志民 直人
技術営業、カスタマーサクセス
切削加工歴29年の1級機械加工技能士(精密器具製作/フライス盤/数値制御フライス盤)。金型・部品加工経験を持ち、CAD・CAMや各種工作機械に精通。設計からカスタマーサービスまで幅広く対応。製造現場改善や治具設計も得意。趣味は日曜大工、ゲーム。
今回はステンレスの種類・特徴や切削加工時の工具選定などのポイントについて解説します。
ステンレスはサビにくく、強度も備えた材料です。その優れた性質から、さまざまな用途で採用されています。しかし難削材とも呼ばれる材料で、被削性に乏しい特徴もあります。
ステンレスの鋼種はJIS規格に記載されているものだけでも豊富にあるほか、メーカーによっては独自で開発した鋼種まであります。鋼種の違いによって特性に違いがあり、それぞれに適した用途で使い分けられます。
ステンレスは耐食性や強度に優れている一方で、難削材とも言われる鋼材です。
その理由は、一般的な鋼に比べて熱伝導性が低いことと、加工硬化が発生しやすい点にあります。
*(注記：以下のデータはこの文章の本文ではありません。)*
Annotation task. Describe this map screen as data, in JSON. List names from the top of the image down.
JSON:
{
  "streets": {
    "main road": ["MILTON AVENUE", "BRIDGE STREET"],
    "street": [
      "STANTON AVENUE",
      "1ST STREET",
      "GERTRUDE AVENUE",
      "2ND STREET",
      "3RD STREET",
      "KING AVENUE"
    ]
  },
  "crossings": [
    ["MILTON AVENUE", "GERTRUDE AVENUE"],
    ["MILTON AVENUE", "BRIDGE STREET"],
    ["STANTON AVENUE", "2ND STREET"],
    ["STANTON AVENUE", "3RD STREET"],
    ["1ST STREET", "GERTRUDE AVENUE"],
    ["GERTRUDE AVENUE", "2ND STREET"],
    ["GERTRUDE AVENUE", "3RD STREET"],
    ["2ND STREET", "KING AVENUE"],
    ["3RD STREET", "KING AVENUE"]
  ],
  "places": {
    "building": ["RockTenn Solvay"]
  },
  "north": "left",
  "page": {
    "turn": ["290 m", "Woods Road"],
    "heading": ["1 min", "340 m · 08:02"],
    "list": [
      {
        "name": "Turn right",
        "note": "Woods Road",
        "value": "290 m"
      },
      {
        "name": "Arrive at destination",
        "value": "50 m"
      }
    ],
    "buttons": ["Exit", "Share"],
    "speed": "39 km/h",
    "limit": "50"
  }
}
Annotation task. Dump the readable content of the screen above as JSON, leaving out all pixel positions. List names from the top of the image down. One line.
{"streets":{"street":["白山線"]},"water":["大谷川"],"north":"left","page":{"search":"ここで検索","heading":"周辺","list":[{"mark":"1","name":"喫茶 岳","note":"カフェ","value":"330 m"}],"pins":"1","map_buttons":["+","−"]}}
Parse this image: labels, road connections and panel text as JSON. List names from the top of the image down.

熱伝導性が低いと切削加工を行った際に刃先に熱が集中し、切粉が逃げにくくなります。また、熱が溜まった刃物は破損しやすくなってしまいます。
加工硬化とは、金属に負荷をかけると金属が硬くなる現象のことで、ステンレスの切削加工においては、適切な刃物や切削条件を選ぶ必要があります。
参考:加工硬化とはどんな現象?仕組み・影響・扱い方をご紹介!
ステンレスを切削する際の工具材質は、耐摩耗性に優れたコーティング付き超硬合金製のものが有効です。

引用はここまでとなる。